Determine how many lines in the entries below include "textAlign". The reply should be that number and nothing else.

====== Dataset extract ======

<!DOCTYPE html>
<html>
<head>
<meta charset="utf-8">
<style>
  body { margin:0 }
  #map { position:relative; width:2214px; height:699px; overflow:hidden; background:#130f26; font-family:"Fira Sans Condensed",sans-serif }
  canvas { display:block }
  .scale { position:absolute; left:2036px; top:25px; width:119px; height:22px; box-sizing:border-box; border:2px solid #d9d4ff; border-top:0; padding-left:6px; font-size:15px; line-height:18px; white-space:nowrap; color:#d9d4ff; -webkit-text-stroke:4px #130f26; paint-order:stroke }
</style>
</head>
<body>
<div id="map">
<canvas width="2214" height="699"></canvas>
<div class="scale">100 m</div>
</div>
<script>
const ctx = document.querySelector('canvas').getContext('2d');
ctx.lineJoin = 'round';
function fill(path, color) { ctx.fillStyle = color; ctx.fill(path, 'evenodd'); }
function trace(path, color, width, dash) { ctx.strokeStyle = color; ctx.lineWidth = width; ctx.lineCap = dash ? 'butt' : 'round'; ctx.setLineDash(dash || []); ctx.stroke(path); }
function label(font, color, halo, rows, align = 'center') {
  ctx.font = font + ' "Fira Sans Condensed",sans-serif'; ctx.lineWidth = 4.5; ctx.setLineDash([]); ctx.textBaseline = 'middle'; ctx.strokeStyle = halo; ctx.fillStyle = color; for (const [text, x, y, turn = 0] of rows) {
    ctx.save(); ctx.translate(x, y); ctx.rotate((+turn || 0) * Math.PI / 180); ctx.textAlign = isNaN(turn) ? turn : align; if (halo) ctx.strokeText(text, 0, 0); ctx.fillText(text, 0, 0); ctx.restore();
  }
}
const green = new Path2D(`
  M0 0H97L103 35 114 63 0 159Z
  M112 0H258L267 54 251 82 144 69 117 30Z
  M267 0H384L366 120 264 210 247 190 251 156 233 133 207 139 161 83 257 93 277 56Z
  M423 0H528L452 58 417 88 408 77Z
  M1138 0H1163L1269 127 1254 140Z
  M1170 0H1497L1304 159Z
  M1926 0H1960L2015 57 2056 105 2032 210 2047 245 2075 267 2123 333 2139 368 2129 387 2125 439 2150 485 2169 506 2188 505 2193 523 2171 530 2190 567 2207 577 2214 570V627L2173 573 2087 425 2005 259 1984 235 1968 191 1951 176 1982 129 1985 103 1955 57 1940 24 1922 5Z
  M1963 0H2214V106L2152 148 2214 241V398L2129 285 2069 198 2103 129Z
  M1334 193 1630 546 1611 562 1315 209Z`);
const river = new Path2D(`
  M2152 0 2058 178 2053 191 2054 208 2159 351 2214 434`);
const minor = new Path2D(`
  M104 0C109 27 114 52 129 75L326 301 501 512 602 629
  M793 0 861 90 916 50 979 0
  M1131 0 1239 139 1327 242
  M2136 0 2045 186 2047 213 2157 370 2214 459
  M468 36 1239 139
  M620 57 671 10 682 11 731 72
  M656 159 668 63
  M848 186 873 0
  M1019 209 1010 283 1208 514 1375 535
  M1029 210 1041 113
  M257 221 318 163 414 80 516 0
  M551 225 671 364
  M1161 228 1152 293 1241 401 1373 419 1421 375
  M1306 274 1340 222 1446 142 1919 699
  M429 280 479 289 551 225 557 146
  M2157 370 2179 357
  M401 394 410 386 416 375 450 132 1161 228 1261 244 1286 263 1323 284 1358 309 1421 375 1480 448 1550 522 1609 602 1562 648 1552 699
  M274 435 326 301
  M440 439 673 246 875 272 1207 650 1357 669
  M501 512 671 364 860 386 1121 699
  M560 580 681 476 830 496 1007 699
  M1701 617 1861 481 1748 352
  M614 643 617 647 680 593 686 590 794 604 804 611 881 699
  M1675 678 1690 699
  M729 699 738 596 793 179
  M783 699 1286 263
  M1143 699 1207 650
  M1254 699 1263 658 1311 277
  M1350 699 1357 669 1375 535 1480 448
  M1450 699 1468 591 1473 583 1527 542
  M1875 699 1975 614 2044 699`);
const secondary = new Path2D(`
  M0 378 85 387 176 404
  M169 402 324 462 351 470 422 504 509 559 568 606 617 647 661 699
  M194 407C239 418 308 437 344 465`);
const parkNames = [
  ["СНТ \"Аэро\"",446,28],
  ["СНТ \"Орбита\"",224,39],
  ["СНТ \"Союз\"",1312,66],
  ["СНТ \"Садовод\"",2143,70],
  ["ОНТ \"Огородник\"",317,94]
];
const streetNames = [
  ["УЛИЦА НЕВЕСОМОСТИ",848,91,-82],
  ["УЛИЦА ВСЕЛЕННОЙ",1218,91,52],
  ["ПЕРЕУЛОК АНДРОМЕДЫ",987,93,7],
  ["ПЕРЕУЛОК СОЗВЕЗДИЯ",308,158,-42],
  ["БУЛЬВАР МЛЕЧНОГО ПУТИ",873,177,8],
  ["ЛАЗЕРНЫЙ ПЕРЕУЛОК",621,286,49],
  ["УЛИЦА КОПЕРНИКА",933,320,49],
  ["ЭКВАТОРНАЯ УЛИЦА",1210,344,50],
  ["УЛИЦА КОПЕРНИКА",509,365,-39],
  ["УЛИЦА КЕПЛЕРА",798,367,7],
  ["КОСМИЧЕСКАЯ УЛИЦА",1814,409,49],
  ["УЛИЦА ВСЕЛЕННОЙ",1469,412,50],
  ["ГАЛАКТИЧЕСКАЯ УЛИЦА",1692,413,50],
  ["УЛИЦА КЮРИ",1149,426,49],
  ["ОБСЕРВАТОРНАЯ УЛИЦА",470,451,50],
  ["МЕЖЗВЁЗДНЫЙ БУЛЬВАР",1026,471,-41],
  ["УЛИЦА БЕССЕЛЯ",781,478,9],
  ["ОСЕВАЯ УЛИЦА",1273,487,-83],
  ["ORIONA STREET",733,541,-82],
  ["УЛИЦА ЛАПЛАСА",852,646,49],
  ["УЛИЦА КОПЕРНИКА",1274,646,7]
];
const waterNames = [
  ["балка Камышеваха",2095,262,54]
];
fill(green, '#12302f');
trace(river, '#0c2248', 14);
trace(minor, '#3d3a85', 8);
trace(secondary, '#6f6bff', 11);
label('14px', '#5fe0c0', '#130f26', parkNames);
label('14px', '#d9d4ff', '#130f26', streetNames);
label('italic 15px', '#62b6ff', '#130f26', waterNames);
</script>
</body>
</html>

======
====== Dataset extract ======

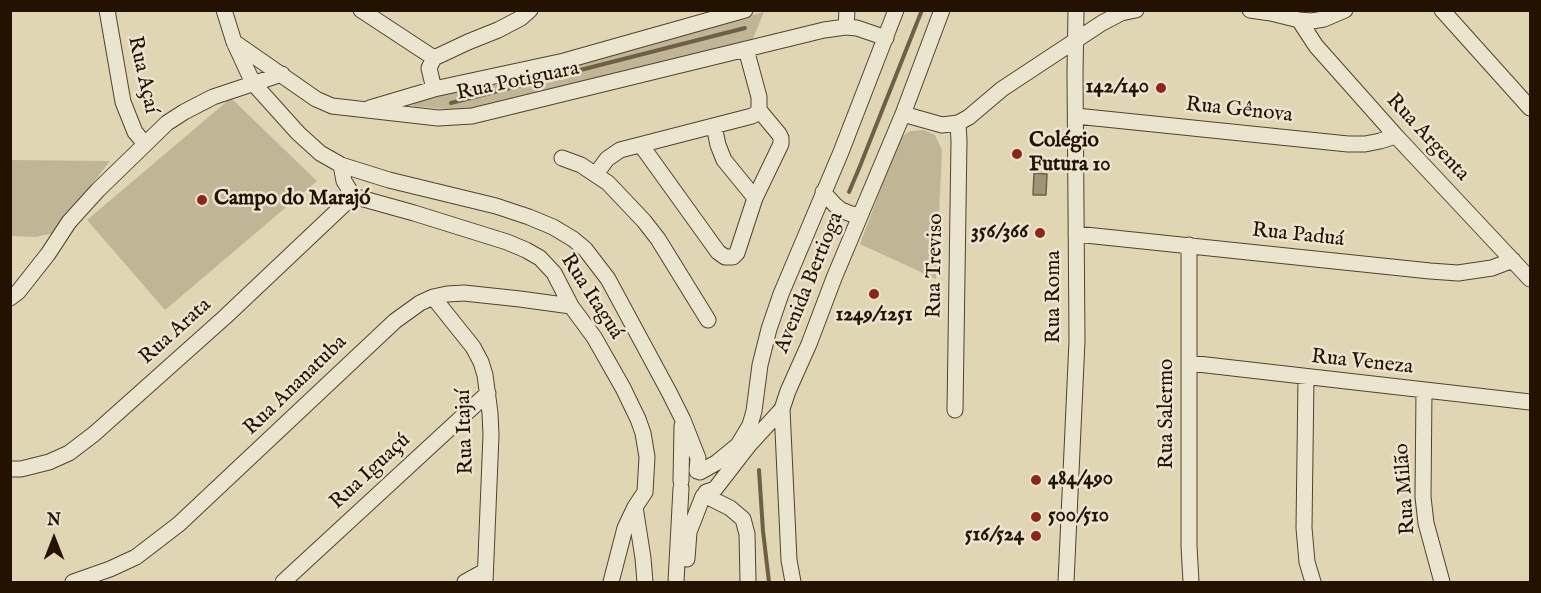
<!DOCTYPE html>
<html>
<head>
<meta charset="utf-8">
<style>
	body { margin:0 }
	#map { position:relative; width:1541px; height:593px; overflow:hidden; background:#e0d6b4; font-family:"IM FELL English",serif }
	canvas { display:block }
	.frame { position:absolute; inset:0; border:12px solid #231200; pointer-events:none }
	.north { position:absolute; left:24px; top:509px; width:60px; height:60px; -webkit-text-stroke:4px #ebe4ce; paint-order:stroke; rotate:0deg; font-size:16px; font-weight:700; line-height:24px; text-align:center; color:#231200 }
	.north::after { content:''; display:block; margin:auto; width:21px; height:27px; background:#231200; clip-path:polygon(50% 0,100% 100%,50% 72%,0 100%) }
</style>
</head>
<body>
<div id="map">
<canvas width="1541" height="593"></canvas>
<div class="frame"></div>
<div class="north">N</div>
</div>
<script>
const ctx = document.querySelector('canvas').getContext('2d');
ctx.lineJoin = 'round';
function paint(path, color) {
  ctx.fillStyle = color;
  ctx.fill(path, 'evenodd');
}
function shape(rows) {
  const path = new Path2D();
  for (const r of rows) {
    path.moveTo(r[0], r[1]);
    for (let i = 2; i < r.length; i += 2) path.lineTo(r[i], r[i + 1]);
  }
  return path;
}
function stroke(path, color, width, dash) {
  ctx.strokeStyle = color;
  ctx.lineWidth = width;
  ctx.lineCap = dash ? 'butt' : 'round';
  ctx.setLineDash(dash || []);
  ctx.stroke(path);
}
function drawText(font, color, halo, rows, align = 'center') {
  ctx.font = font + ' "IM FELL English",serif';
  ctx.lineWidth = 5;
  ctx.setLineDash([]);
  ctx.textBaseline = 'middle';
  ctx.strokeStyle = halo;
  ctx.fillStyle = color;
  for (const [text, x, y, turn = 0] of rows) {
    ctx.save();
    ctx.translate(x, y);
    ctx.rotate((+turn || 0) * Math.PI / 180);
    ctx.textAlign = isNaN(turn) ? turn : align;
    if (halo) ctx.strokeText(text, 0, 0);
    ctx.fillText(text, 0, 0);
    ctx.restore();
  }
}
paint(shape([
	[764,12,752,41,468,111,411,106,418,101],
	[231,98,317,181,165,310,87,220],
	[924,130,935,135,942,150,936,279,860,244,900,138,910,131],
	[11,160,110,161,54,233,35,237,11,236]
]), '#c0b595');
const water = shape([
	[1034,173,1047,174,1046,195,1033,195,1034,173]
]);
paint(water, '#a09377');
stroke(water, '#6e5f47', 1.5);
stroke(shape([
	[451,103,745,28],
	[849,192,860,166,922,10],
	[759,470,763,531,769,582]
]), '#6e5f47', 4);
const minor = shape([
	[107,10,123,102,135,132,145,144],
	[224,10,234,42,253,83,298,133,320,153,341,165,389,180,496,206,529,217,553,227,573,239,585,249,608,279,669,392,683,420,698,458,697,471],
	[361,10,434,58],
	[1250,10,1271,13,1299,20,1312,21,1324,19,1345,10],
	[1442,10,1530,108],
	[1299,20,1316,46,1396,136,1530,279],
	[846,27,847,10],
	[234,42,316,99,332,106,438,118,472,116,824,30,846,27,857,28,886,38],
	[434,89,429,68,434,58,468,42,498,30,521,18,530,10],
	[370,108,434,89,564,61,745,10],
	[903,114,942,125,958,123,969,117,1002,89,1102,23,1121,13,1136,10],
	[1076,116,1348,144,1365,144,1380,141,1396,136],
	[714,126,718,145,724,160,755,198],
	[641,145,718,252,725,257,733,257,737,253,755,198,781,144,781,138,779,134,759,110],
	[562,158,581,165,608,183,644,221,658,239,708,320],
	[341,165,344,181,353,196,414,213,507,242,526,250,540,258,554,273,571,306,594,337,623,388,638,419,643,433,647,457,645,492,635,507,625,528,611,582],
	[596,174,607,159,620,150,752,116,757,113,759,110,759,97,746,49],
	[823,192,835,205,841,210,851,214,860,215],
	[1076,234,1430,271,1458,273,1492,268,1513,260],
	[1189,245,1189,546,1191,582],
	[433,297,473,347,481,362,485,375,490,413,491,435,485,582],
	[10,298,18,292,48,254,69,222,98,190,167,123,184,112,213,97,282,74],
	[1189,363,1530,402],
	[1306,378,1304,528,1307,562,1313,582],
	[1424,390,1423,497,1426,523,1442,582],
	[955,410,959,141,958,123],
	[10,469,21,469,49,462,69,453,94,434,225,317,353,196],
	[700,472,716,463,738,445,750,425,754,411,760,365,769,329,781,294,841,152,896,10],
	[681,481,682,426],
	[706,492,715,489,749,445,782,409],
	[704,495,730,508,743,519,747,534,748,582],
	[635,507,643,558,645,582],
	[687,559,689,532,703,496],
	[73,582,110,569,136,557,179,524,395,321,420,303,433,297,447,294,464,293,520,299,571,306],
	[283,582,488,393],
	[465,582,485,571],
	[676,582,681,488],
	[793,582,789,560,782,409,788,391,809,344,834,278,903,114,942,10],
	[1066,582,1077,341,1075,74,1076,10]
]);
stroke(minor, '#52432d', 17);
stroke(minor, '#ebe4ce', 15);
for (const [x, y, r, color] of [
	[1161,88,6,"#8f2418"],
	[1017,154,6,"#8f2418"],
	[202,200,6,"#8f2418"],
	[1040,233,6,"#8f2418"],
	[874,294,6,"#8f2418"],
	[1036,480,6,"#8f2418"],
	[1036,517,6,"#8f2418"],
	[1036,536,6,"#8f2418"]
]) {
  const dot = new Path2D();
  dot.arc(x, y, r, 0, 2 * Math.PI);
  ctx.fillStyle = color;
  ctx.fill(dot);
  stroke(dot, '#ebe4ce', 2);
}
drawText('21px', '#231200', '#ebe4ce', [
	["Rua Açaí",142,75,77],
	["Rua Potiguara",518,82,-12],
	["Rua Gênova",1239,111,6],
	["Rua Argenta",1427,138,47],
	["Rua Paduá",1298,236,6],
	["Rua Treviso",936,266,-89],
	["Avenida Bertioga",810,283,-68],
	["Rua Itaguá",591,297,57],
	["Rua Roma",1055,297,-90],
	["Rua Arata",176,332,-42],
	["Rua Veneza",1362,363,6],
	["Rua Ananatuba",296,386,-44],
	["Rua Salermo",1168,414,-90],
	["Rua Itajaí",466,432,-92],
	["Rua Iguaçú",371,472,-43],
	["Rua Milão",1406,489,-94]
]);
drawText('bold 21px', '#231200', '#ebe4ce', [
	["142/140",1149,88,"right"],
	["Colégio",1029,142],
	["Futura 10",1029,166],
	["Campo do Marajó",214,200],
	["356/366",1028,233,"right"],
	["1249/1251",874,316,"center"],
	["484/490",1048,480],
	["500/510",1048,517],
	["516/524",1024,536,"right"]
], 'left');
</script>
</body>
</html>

======

Solution to the problem =
2